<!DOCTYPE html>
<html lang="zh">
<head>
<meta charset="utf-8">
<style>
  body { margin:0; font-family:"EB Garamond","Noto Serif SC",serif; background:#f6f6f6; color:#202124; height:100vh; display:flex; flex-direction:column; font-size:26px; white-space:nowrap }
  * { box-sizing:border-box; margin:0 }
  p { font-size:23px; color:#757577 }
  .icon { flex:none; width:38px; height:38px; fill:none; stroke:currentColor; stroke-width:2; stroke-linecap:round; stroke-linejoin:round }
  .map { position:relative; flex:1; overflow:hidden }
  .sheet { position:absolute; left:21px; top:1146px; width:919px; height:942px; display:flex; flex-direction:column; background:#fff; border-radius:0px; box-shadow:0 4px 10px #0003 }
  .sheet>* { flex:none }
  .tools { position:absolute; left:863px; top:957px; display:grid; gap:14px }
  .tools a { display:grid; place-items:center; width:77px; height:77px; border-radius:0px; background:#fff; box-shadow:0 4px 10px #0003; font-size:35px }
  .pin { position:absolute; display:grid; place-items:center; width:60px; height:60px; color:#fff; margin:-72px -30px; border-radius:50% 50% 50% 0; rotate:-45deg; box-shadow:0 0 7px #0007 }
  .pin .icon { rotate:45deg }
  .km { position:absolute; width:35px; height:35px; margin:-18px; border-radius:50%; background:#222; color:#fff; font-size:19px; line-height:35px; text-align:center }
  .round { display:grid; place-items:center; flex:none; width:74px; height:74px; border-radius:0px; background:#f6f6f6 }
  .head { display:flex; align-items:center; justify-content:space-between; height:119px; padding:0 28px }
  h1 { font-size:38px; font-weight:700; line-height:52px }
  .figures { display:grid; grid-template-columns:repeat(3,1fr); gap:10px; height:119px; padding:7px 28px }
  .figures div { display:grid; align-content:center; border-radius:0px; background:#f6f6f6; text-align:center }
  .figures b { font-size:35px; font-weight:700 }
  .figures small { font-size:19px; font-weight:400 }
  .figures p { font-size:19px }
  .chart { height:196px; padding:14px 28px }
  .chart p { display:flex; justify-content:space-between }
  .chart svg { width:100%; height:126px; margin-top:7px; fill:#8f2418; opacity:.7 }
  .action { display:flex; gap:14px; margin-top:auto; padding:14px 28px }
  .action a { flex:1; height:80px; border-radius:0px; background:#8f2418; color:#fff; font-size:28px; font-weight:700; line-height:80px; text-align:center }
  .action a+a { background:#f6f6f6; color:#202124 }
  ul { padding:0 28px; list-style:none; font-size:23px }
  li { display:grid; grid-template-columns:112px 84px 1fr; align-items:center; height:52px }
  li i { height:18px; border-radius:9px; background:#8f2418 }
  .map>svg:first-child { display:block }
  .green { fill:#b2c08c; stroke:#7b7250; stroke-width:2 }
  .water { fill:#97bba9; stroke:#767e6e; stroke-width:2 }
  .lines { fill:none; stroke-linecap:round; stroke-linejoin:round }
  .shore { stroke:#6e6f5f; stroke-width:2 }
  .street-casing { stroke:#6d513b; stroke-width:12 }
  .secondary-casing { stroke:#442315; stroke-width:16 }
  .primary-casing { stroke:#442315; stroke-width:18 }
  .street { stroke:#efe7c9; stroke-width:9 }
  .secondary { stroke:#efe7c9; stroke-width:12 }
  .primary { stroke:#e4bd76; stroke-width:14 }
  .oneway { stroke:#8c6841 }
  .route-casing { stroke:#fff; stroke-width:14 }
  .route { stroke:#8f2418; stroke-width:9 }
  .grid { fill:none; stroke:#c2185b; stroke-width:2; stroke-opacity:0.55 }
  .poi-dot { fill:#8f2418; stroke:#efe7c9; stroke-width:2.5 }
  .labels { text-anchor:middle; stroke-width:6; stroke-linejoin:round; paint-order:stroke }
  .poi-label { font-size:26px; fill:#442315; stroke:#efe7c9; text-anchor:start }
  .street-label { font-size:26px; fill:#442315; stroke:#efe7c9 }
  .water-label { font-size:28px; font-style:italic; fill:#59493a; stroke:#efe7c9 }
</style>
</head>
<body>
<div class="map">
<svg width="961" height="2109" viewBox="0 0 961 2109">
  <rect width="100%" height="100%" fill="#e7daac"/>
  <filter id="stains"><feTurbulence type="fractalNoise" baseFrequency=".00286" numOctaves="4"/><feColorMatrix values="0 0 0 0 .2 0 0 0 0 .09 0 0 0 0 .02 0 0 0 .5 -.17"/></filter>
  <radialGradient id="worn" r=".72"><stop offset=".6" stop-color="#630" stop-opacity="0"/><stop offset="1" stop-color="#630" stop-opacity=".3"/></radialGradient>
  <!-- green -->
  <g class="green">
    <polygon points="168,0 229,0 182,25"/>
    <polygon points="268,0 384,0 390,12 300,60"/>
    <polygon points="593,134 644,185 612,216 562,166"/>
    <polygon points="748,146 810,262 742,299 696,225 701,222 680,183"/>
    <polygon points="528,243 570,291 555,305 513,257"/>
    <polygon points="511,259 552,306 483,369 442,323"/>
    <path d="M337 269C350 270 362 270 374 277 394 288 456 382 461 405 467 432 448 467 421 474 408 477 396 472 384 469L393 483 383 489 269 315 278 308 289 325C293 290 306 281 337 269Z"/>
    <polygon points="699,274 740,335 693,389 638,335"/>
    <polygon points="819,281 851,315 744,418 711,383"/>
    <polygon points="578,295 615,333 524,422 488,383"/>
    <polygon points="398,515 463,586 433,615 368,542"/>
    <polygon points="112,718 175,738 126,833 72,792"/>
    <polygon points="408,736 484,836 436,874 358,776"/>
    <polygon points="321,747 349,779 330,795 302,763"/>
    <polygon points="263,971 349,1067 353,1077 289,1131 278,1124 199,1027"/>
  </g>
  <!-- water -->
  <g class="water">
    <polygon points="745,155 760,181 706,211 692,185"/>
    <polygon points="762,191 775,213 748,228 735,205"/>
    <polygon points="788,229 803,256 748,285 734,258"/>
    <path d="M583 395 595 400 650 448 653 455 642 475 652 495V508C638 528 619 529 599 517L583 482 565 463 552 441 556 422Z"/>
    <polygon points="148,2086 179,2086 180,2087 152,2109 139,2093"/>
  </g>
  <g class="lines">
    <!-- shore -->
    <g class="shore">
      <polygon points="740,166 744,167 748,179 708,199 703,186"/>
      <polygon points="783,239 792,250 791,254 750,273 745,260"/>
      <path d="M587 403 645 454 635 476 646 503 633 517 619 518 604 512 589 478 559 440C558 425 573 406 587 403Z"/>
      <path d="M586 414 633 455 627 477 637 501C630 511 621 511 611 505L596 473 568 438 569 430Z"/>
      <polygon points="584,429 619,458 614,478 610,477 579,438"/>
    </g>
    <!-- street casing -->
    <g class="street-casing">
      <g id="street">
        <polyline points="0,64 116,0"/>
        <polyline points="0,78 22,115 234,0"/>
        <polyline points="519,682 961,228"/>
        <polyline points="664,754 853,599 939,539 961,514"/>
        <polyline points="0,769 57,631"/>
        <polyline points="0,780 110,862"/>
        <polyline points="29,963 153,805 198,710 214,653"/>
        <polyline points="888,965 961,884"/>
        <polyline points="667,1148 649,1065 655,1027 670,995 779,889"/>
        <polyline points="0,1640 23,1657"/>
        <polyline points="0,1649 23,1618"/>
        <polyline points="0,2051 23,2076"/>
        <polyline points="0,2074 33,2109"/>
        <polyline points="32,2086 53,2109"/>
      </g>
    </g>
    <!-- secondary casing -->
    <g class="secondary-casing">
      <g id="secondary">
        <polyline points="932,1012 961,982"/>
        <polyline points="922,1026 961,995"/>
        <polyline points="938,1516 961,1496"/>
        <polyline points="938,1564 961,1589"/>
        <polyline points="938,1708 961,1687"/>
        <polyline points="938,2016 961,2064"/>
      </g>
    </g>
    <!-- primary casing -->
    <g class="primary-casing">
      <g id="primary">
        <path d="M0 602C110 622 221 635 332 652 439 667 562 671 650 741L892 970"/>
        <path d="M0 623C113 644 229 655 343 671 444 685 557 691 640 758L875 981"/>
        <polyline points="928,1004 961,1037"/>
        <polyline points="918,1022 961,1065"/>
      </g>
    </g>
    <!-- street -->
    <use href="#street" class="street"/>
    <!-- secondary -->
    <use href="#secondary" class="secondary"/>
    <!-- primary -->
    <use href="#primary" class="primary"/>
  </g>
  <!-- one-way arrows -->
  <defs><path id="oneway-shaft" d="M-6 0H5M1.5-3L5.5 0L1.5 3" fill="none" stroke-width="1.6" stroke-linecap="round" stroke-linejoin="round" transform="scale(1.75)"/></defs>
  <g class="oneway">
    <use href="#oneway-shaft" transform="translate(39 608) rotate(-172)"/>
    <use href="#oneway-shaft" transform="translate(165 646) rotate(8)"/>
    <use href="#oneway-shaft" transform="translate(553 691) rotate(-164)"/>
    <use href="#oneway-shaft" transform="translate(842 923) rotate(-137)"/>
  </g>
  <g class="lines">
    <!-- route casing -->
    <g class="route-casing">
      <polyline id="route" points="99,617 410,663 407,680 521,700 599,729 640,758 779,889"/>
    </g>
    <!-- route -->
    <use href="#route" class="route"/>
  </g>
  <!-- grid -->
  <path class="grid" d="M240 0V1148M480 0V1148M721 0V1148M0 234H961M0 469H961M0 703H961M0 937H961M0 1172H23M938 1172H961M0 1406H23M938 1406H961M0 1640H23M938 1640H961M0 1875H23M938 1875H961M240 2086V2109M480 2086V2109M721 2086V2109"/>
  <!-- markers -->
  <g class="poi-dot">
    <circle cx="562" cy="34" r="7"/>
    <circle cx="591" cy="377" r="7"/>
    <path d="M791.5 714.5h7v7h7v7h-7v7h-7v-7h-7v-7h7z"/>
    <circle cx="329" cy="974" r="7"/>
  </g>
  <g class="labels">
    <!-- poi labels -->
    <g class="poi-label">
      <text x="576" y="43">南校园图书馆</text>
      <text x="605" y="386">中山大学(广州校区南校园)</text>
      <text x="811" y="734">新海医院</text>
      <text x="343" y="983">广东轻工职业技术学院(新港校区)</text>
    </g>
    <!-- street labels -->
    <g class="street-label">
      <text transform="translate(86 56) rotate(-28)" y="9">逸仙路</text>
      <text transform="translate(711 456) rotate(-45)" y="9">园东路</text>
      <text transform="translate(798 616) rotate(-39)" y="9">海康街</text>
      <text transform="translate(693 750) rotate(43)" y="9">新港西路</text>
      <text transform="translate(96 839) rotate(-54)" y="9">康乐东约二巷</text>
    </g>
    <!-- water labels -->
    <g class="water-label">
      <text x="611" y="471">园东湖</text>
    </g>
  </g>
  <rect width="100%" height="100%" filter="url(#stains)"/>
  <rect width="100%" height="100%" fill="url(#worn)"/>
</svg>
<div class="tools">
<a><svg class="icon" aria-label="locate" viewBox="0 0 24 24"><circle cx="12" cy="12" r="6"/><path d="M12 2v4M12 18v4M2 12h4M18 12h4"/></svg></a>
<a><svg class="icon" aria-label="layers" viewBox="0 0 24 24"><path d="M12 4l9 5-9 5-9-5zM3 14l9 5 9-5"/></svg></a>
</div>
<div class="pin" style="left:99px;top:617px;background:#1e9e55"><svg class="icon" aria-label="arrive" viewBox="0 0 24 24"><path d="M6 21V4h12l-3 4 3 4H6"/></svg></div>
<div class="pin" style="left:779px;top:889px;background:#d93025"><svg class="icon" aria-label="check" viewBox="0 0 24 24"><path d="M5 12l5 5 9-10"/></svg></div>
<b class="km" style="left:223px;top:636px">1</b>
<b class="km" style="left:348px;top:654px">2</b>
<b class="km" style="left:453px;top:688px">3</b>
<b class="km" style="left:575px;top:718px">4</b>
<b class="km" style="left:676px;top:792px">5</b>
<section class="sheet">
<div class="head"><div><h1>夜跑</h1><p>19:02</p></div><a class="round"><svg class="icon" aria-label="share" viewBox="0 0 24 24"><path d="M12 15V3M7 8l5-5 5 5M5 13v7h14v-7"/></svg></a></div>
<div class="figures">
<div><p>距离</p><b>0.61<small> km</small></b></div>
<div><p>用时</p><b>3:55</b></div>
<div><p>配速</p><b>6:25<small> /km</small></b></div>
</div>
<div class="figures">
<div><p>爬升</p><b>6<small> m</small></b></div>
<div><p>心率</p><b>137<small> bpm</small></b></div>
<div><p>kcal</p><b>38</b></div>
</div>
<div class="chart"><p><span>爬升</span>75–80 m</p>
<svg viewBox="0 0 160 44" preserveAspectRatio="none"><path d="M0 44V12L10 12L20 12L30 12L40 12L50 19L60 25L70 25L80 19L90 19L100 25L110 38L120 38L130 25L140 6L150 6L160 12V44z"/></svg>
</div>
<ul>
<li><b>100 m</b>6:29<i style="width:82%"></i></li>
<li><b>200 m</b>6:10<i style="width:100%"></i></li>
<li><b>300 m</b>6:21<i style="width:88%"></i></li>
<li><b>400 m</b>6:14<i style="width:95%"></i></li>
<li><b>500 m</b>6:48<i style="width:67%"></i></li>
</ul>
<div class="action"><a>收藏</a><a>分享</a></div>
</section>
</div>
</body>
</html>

= = = =

_GOAL OF THE EXERCISE_
The lines to retype, exactly and only, run from the first line of the material through the line with "background:#f6f6f6; color:#202124; height:100vh;".

_EXERCISE SOLUTION_
<!DOCTYPE html>
<html lang="zh">
<head>
<meta charset="utf-8">
<style>
  body { margin:0; font-family:"EB Garamond","Noto Serif SC",serif; background:#f6f6f6; color:#202124; height:100vh; display:flex; flex-direction:column; font-size:26px; white-space:nowrap }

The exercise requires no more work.